In May 2018, he was added to the ICC Rest of the World XI team, for the Hurricane Relief T20 Challenge against the West Indies at Lord's. He made his T20I debut in the match.

In July 2018, he was named in Nepal's squad for their ODI series against the Netherlands. These were Nepal's first ODI matches after gaining ODI status during the 2018 Cricket World Cup Qualifier. Ahead of the matches, the ICC named him as the key player for Nepal. He made his T20I debut for Nepal in July in the third match of the 2018 MCC Tri-Nation Series, against the Netherlands. He made his ODI debut for Nepal against the Netherlands on 1 August 2018.

In August 2018, he was named in Nepal's squad for the 2018 Asia Cup Qualifier tournament. In October 2018, he was named in Nepal's squad in the Eastern sub-region group for the 2018–19 ICC World Twenty20 Asia Qualifier tournament. He was the leading wicket-taker during the tournament, with 24 dismissals in six matches.

In June 2019, he was named in Nepal's squad for the Regional Finals of the 2018–19 ICC T20 World Cup Asia Qualifier tournament.
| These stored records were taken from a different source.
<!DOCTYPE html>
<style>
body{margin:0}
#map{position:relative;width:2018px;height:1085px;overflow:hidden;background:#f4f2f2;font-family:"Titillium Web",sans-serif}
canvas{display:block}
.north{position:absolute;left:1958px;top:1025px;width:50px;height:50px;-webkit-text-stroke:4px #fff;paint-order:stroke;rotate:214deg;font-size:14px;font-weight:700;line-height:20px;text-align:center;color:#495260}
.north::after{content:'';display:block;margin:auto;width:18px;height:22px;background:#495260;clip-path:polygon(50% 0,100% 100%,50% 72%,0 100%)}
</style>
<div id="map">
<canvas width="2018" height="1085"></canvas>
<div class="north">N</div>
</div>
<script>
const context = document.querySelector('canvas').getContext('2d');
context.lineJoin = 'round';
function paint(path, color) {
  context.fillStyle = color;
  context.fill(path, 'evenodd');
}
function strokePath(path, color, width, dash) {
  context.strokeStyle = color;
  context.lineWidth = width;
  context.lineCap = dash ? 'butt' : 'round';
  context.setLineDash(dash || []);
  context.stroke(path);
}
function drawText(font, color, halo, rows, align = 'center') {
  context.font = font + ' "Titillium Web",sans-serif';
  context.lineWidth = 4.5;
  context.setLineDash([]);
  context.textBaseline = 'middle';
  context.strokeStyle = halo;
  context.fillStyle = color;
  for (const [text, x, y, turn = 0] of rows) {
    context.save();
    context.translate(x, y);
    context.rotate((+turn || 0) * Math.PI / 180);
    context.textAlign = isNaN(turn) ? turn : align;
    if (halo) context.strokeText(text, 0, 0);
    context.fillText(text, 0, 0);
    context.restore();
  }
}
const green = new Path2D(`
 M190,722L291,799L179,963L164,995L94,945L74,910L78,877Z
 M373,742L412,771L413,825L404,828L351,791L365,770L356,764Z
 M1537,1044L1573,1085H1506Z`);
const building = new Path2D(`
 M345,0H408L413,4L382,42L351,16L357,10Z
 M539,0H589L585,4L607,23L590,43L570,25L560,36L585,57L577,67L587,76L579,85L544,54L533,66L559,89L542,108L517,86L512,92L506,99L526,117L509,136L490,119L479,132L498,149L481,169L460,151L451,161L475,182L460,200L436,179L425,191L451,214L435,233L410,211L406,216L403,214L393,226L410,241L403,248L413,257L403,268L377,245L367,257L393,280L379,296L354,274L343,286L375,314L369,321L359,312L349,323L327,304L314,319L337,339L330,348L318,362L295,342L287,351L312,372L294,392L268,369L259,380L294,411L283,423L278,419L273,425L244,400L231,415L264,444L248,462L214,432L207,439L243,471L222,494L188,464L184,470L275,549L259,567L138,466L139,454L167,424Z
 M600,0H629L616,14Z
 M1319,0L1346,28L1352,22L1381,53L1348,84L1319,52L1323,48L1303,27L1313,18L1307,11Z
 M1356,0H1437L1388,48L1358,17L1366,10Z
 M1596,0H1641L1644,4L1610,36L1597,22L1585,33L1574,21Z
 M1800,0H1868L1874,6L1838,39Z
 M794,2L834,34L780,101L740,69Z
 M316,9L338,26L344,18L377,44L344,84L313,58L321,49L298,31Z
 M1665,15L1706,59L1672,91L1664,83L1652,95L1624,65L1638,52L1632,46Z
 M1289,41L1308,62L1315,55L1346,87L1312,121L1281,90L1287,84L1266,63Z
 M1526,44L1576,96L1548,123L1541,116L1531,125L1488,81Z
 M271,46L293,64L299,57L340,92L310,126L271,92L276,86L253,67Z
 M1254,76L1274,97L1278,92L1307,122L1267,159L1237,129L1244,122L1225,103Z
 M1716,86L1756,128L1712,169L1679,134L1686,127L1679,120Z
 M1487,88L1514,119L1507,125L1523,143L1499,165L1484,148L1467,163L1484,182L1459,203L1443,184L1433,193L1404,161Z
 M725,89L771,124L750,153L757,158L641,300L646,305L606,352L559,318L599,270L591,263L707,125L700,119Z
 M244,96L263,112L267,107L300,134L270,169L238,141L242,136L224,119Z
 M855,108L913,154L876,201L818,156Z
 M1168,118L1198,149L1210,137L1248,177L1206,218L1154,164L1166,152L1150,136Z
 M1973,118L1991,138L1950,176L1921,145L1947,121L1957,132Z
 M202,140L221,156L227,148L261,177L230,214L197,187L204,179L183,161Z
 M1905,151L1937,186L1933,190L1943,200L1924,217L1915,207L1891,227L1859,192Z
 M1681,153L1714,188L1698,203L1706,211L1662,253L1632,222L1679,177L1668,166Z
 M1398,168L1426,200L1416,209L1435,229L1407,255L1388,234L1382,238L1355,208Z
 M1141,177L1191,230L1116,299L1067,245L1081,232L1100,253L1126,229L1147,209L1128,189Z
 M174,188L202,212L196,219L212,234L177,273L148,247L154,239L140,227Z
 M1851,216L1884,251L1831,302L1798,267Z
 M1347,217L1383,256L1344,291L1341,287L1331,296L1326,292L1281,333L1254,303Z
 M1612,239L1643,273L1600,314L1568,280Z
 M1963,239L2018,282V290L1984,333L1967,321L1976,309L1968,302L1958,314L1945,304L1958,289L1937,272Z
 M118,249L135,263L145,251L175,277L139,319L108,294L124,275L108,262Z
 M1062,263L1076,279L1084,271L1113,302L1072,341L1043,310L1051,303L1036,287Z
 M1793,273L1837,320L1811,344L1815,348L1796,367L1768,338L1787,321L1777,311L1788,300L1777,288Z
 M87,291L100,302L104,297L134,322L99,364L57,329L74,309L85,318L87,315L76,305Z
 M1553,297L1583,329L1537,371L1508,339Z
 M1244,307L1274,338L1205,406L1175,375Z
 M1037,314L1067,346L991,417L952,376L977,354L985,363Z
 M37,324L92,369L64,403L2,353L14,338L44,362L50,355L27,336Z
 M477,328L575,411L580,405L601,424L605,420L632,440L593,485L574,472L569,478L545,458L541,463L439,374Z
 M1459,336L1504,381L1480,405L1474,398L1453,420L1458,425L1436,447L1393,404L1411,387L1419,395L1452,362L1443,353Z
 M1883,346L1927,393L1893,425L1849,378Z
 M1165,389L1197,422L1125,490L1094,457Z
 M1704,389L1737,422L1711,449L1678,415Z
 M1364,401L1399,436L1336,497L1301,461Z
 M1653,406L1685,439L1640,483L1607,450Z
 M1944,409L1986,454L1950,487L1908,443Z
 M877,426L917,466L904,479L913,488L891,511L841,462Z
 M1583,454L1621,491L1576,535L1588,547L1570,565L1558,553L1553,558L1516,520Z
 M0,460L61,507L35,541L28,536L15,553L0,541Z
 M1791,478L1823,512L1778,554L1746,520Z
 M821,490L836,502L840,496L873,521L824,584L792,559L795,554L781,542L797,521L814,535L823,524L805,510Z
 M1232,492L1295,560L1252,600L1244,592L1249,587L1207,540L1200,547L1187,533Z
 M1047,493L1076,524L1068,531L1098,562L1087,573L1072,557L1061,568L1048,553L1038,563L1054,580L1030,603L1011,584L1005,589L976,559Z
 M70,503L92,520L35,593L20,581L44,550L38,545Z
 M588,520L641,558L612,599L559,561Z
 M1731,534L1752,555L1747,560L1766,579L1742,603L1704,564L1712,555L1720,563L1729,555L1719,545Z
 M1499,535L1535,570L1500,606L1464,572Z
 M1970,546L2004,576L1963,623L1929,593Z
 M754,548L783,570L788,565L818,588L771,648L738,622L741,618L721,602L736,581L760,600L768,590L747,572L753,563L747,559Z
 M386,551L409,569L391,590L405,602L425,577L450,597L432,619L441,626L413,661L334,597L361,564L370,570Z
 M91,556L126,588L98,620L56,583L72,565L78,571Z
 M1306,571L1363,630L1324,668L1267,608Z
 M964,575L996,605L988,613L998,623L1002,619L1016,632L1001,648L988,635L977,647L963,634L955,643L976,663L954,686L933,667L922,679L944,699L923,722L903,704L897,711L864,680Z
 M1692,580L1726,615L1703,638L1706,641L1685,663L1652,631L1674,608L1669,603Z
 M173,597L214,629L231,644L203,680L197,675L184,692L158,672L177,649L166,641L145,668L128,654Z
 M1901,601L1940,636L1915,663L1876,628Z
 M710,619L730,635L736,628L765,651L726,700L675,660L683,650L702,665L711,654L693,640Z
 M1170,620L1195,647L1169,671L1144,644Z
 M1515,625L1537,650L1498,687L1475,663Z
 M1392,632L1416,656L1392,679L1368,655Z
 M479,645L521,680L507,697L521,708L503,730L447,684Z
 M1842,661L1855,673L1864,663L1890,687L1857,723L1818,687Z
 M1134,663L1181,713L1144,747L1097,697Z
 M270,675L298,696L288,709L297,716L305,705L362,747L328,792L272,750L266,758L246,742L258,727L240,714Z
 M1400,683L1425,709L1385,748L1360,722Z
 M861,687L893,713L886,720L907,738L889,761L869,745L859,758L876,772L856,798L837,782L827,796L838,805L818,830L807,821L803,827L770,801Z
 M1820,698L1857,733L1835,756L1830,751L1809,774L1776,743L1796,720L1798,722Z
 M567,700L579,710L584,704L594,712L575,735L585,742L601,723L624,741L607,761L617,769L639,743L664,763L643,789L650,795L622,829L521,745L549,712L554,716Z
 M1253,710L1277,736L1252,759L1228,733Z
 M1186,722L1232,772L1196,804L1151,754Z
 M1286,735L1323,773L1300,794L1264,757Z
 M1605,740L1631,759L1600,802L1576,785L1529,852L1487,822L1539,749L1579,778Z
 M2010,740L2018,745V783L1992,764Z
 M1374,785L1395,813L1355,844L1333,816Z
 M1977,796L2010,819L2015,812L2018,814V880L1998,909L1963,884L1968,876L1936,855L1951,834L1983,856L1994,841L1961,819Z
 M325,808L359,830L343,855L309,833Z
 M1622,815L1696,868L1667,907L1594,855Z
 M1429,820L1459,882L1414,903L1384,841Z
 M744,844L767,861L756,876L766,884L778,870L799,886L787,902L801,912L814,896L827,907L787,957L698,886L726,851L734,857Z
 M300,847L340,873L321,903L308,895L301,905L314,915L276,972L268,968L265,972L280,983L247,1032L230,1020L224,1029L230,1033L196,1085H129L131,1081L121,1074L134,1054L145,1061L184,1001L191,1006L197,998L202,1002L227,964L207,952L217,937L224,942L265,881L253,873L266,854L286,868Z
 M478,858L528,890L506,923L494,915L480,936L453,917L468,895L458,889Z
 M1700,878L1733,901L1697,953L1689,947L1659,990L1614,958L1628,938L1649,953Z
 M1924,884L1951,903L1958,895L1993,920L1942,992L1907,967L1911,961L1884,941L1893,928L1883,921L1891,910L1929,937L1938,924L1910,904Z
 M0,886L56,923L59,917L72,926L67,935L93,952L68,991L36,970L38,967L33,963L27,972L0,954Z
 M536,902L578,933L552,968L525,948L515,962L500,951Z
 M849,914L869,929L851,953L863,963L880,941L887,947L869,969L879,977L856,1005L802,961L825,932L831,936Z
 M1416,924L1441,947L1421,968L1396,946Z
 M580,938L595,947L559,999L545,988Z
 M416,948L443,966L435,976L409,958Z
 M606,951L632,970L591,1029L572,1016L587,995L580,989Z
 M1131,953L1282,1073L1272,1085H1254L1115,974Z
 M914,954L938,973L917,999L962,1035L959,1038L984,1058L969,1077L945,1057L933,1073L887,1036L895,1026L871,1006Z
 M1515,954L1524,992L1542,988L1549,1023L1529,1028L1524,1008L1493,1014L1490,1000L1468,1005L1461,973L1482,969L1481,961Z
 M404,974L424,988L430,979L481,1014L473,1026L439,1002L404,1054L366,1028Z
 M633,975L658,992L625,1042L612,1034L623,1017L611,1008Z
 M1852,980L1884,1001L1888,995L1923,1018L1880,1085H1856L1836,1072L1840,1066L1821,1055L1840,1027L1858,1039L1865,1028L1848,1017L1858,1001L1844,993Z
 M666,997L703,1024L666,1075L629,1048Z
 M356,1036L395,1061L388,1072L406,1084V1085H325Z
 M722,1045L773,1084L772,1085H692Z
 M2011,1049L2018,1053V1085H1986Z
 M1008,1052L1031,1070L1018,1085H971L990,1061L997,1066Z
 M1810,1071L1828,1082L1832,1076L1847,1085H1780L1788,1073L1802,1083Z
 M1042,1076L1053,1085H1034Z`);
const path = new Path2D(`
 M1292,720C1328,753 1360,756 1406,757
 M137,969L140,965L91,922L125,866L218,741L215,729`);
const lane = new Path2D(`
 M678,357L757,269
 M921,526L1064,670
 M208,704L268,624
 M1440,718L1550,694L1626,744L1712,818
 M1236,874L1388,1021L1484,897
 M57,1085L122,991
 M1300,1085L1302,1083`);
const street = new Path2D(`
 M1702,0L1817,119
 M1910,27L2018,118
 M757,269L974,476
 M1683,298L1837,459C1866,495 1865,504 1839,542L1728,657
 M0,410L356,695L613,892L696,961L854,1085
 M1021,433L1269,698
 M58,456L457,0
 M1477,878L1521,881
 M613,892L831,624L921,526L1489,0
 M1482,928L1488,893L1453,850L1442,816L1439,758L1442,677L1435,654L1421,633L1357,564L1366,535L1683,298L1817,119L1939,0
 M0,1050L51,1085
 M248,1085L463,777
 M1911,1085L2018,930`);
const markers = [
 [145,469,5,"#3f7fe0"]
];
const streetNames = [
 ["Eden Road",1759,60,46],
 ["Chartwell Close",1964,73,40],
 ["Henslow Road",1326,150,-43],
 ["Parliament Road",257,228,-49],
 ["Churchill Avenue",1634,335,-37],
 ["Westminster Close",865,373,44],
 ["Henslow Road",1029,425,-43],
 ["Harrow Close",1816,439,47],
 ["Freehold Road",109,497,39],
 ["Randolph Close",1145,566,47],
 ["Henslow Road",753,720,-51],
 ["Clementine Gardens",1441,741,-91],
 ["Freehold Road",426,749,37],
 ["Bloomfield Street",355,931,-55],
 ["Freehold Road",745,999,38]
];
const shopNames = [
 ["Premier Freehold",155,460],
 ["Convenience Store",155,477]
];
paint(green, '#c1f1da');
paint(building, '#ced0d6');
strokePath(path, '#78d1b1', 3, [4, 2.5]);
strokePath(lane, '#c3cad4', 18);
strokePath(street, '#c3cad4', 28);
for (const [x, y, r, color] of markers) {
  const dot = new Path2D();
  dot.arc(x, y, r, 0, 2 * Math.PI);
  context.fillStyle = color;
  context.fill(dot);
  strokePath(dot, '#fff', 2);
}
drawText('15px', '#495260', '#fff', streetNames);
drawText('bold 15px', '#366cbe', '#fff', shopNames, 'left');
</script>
He made his first-class debut on 6 November 2019, for Nepal against the Marylebone Cricket Club (MCC), during the MCC's tour of Nepal. On 12 February 2020, in the match against the United States in the 2020 Nepal Tri-Nation Series, Lamichhane took his first five-wicket haul in an ODI match. His career best figures of 6/16 restricted USA to joint lowest ever total in ODI history for 35. On 29 February 2020, in the match against Malaysia in the Eastern Region group of the 2020 Asia Cup Qualifier, Lamichhane became the first bowler for Nepal to take 100 wickets in Twenty20 cricket. In September 2020, he was one of eighteen cricketers to be awarded with a central contract by the Cricket Association of Nepal.

On 11 October 2021, Lamichhane was named the ICC Player of the Month by the International Cricket Council.

In December 2021, Lamichhane was announced as the new captain of the Nepal national team by the Cricket Association of Nepal (CAN) after Gyanendra Malla was sacked, along with former vice-captain Dipendra Singh Airee, over disciplinary issues.

In April 2023, Lamichhane became the fastest bowler to complete 100 One Day International wickets in terms of matches (42).

In May 2023, he was player of the series in the 2023 ACC Men's Premier Cup.

In October 2023, he decided to rest for the Nepal Tri-nation T20I tournament hosted by Nepal, citing personal reasons, as per the secretary of CAN Paras Khadka.

In January 2026, Lamichhane was named in Nepal's squad for 2026 T20I World Cup.

==Records and milestones==
ODI

- Fastest to 150 ODI wickets in terms of innings – 73.
- Fastest to 100 ODI wickets in terms of innings – 42.
- 2nd fastest to 50 ODI wickets in terms of innings – 22.

T20I
- Second fastest bowler to take 100 wickets – 54.

==Honours==
- NNIPA Best Youth Player of the Year: 2017
- NCCS-CPAN Cricketer of the Year: 2018
- ICC Men's Player of the Month – September 2021

==Controversy==
In September 2022, an 18-year-old woman lodged a police complaint against Sandeep Lamichhane, accusing him of rape. He was arrested in October 2022 upon returning to Nepal. In December 2023, the Kathmandu District Court found him guilty, and in January 2024 he was sentenced to eight years in prison along with a fine of NPR 300,000 and compensation of NPR 200,000 to the victim.

On appeal to a higher court, the Patan High Court acquitted him of the rape charges in May 2024.